Tuesday, December 25, 2018

Staying Put

Laying low raises some questions about the meaning of home, how it's defined, and whether it's a place one visits or a place one carries abound inside. Probably some measure of both, I'd guess. This is the first Christmas/New Years in more than twenty years that we haven't driven east to visit my parents and siblings. We're staying put in DeKalb this year, alone yet not at all lonely, and, as much as I'll miss family and the growing racket of what I used to call home, I won't miss the three hours it took us to cross Indiana in a horizontal blizzard, the bedraggled hotels, the too-brief human connections, the stress. And the rest. What I'm trying to pay close attention to this year, quiet with Amy in our small town, are eternal rhythms, from cookie making and tree decorating to the otherworldly quiet of the yard at night and, today, on Christmas morning, of the neighborhood itself where in homes all over, many families are enacting what still feels absurdly joyous and close to me. But during this season it's especially important to remember that a home packed with family members is no more festive than a home with one or two lonely occupants, fighting against the blues or worse, feeling underwhelmed by the season and so feeling miserably anti-human, and purposeless, because of it. Home is where you live, no matter what shape or noise that living takes.
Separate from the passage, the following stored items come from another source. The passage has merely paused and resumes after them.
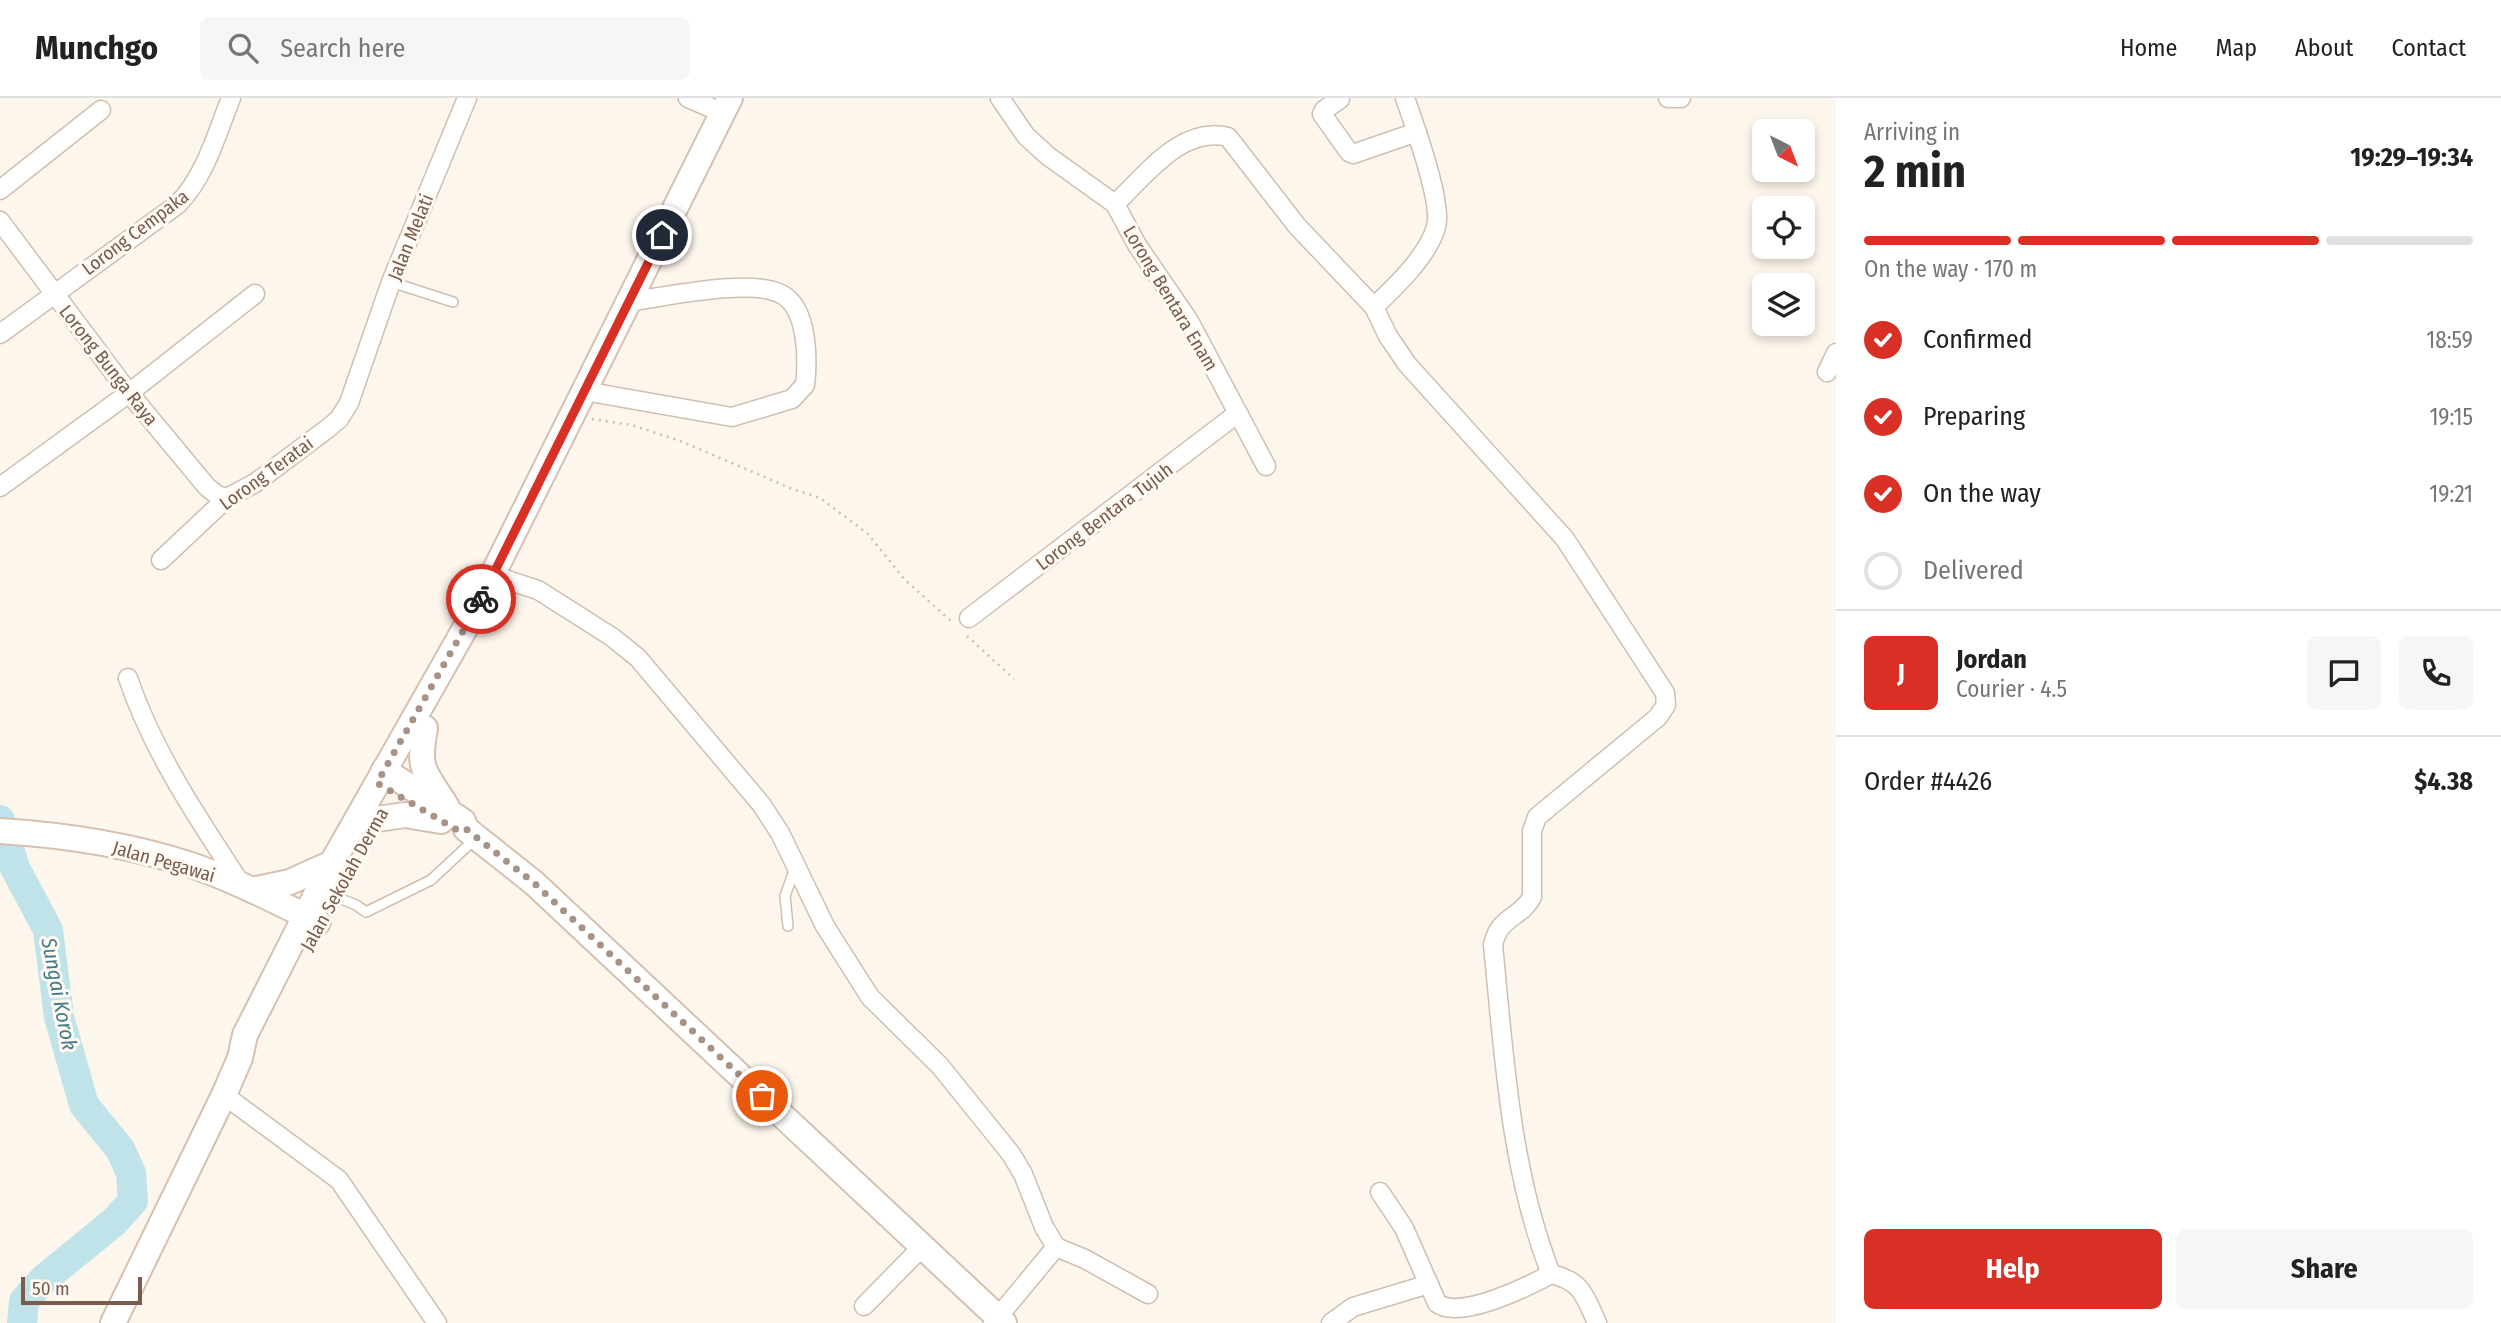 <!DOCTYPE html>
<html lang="en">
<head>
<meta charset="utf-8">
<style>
  :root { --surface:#fff; --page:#f6f6f6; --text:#222; --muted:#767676; --line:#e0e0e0; --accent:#d93025 }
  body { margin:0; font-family:"Fira Sans Condensed",sans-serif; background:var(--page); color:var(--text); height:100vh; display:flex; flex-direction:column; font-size:26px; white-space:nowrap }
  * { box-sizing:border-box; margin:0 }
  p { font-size:23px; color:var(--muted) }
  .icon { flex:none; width:38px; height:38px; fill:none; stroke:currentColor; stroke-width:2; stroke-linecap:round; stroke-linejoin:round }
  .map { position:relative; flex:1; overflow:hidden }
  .drawer { display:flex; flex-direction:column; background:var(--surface); width:665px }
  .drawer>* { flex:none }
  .needle { width:46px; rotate:138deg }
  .tools { position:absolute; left:1752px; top:21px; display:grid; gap:14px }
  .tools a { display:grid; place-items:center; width:63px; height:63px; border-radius:10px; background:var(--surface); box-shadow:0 4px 10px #0003; font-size:35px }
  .scale { position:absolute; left:21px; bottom:18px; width:121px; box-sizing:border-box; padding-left:7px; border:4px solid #7a5c4d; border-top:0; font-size:19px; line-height:24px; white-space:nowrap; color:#7a5c4d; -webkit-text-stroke:5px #fffaf3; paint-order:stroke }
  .pin { position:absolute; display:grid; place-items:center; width:60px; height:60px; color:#fff; margin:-30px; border:4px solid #fff; border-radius:50%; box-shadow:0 2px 7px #0007 }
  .courier { position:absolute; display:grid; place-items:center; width:70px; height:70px; margin:-35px; border:5px solid #d93025; border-radius:50%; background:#fff; color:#222; box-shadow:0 2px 9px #0007 }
  .summary em { font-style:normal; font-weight:700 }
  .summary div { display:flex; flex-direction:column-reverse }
  .summary { display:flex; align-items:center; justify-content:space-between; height:119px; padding:0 28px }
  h1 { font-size:46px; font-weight:700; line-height:52px }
  .bar { display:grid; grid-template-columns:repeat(4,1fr); gap:10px 7px; align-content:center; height:84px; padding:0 28px }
  .bar i { height:9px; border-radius:5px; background:var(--line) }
  .bar .on { background:var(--accent) }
  .bar p { grid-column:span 4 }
  .line { display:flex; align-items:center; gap:18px; padding:0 28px; border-top:2px solid var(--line) }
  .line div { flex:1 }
  .round { display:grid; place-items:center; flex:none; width:74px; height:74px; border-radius:10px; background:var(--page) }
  ol { padding:0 28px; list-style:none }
  li { display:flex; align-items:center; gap:21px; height:77px }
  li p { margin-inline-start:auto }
  li .icon { padding:7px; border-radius:50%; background:var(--accent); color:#fff; stroke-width:4 }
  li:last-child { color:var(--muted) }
  li i { width:38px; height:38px; border:4px solid var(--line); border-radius:50% }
  .action { display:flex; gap:14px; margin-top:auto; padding:14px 28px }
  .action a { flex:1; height:80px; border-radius:10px; background:var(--accent); color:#fff; font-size:28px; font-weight:700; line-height:80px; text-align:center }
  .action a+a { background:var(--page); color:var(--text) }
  header { display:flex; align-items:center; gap:42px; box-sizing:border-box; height:98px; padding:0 35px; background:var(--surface); border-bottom:2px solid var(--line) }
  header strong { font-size:33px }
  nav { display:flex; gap:38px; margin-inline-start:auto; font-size:24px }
  .search { width:490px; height:63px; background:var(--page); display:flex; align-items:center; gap:18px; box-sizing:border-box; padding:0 24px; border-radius:10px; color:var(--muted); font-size:26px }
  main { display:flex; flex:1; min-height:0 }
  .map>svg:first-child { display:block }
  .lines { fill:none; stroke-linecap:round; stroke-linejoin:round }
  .river { stroke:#bfe3e8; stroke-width:30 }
  .lane-casing { stroke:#d1beb0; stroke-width:12 }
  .street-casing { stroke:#d1beb0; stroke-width:21 }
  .secondary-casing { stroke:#d6c0b0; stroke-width:28 }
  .path { stroke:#d9b8a5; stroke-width:2.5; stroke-dasharray:2 5; stroke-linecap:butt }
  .lane { stroke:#fff; stroke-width:9 }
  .street { stroke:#fff; stroke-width:18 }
  .secondary { stroke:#fff; stroke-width:24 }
  .done { stroke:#a89285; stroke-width:7; stroke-dasharray:0 12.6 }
  .route { stroke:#d93025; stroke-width:9 }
  .labels { text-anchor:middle; stroke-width:6; stroke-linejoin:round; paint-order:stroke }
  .street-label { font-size:19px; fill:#7a5c4d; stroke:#fffaf3 }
  .water-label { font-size:21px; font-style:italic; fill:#437c86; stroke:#fffaf3 }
</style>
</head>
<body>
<header>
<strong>Munchgo</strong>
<div class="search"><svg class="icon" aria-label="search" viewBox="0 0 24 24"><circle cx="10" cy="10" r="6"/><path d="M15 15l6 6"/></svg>Search here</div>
<nav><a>Home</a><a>Map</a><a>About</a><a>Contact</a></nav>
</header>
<main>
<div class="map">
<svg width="1836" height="1225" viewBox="0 0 1836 1225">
  <rect width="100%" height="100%" fill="#fdf6ec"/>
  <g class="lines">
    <polyline class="river" points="0,722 15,770 48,832 59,919 84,1007 120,1051 131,1075 133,1103 114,1124 44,1181 24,1203 22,1225"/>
    <g class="lane-casing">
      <g id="lane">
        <polyline points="391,184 453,204"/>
        <polyline points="334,798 356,807 366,814 431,782 475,741"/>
        <polyline points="788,828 785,798 795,770"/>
      </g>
    </g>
    <g class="street-casing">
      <g id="street">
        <polyline points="688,0 723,15"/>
        <polyline points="1000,0 1026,38 1048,58 1115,106 1137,147 1189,223 1266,368"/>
        <polyline points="1668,0 1681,0"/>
        <polyline points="1340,1 1324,12 1322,16 1349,54 1353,56 1417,34"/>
        <polyline points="0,92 101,12"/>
        <path d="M1115,106C1146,77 1182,27 1228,39L1297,128L1374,209L1388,238L1407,266L1565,441L1665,595L1666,607L1658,619L1537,719L1532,733V799C1520,821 1499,818 1493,847C1504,957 1510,1072 1551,1176C1582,1183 1585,1198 1597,1225"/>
        <polyline points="0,123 129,295 207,389 217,397 227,400"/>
        <path d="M1374,209C1395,189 1428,158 1436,129C1443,105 1414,26 1405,0"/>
        <path d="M0,236L178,106C206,77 216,37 231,0"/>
        <polyline points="1827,274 1836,255"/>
        <path d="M584,293L732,319L792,301L805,287C808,262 808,212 783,197C753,179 664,199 628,204"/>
        <polyline points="0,389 129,295 255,196"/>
        <polyline points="161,462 227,400 255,385 327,331 339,321 349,305 391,184 467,0"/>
        <polyline points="492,477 538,492 612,539 638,560 761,706 780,735 825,828 870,899 940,968 1011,1056 1023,1076 1044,1129 1056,1149 1085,1161 1148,1196"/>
        <polyline points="969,520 1238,315"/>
        <path d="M128,580C153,654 199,722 241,786"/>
        <polyline points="224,997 339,1082 437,1225"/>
        <path d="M1380,1094L1404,1130L1437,1205C1459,1223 1529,1188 1551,1176"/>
        <polyline points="864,1208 922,1149"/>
        <polyline points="993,1225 1056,1149"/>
        <polyline points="1331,1225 1353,1209 1429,1186"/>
      </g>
    </g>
    <g class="secondary-casing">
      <g id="secondary">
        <path d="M425,630C417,674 425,673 447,709"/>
        <polyline points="384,672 463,723 466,731 534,785 1004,1225"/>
        <polyline points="377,721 405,717 441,723"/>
        <path d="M0,733C64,737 130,747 191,767C235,782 277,804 318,824"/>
        <polyline points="252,792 290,784 332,765"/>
        <polyline points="113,1225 224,997 240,960 245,937 286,856 332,765 472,518 730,0"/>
      </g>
    </g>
    <g class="path">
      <polyline points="592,321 632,327 683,344 790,390 820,400 868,436 905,482 952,524"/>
      <polyline points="967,538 1014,581"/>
    </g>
    <use href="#lane" class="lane"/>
    <use href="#street" class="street"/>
    <use href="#secondary" class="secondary"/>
  </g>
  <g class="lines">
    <polyline class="done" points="481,501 377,685 459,733 466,731 534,785 762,998"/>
    <polyline class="route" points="481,501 662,137"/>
  </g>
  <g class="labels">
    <g class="street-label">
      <text transform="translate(135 134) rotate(-37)" y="7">Lorong Cempaka</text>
      <text transform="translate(410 139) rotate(-68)" y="7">Jalan Melati</text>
      <text transform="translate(1171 200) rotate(59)" y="7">Lorong Bentara Enam</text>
      <text transform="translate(109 267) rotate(52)" y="7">Lorong Bunga Raya</text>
      <text transform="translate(266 375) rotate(-36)" y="7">Lorong Teratai</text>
      <text transform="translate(1104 418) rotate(-37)" y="7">Lorong Bentara Tujuh</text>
      <text transform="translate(164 763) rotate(16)" y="7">Jalan Pegawai</text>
      <text transform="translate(344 781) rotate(-61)" y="7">Jalan Sekolah Derma</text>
    </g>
    <g class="water-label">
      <text transform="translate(59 896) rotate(79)" y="7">Sungai Korok</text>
    </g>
  </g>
</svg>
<div class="tools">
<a><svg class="needle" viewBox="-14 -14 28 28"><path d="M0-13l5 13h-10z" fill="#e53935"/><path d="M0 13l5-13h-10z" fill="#767676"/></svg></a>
<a><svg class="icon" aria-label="locate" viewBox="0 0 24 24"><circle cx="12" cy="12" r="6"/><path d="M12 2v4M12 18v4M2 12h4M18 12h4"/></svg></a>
<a><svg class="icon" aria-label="layers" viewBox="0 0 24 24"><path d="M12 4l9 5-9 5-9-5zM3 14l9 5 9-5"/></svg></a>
</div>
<div class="scale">50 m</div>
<div class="pin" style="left:762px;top:998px;background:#ea580c"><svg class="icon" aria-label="bag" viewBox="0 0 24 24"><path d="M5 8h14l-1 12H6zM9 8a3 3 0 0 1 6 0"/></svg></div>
<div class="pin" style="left:662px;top:137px;background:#1f2937"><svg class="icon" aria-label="home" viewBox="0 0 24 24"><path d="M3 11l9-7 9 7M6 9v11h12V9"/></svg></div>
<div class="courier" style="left:481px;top:501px"><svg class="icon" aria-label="bike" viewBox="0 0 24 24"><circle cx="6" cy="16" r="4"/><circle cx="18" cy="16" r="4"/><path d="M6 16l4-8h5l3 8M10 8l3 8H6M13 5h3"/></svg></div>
</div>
<section class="drawer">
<div class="summary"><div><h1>2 min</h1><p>Arriving in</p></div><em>19:29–19:34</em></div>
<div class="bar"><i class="on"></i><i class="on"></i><i class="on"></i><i></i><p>On the way · 170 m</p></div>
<ol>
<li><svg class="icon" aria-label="check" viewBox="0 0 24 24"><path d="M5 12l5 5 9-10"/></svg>Confirmed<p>18:59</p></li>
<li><svg class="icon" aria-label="check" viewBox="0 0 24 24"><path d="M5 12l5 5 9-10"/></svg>Preparing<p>19:15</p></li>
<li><svg class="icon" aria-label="check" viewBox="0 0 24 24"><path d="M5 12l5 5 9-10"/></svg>On the way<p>19:21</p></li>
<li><i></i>Delivered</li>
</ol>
<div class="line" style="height:126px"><b class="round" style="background:var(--accent);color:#fff">J</b><div><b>Jordan</b><p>Courier · 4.5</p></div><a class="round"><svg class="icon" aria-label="chat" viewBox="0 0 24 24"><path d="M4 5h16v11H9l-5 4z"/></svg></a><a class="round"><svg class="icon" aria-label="phone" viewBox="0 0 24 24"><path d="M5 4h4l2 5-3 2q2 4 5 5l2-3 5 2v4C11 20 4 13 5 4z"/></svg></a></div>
<div class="line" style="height:91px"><div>Order #4426</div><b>$4.38</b></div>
<div class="action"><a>Help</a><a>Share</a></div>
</section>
</main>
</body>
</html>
Unsurprisingly, I've been thinking about all of this because of a couple of songs. Last night, we listened to Frank Sinatra's "I'll Be Home For Christmas (If Only In My Dreams)" from 1957—a song about home and how we long for it, but often have to settle for it as imagined—and I was again struck by how elementally simple on a technical level is the the arrangement of notes, the movement of harmonics, the rhymes, all of it written out in charts and on sheet music, and yet how mysterious the end result, how endlessly fresh, how in a moment of composition lies the eternity of expression. And yesterday "He's A Rebel" came up on shuffle at the Y. No one in their right mind would call this a holiday tune, and yet it couldn't have arrived at a better time for me, surrounded by the lights and spectacle and oppressive materialism of the Christmas season, as I'm trying to keep my ears and ears tuned to what's timeless. There's something eternal in the changes in this song, as if they've always existed, and surprised into hearing them again, and moved, I found myself still catching up to a song I've heard, and marveled at, hundreds of times. Written by Gene Pitney and recorded by the Blossoms in 1962, "He's a Rebel" was credited to the Crystals, who were then obligated to add the song to their repertoire and who became forever identified by it. The inestimable Wrecking Crew, with dependable Hal Blaine on drums, played on the track, laying the sturdy foundation for singer Darlene Love. Where's Love on this Christmas morning? Phil Spector produced the tune, and where's he now? I know where he is, but how is he defining home, and should I even care? (Coincidentally, it's his birthday tomorrow.) The men and women who wrote, recorded, and produced "He's A Rebel" entered pop myth for me long ago, and may as well be epic characters, some resplendent, some unsavory, most just normal, in a vast story about the Twentieth century. They lived, and live, in the echo of the eternal, something that will always exist just above our heads, practically visible in the ether, even as it pounds in our hearts and chests, moistens our eyes, plugs our throats forever, I'd wager today, this morning.

Anyway, Merry Christmas wherever you are, whatever you believe or don't, if you're in the old homestead or a new joint you just moved to and that doesn't feel like home yet, whether you're with loved ones or on your own. I wish you all sorts of eternal moments, in whatever form they take: family, friends, quiet reflection, loud songs. Maybe today is a good day to look for them, or better yet, to leave yourself open to the surprise of them.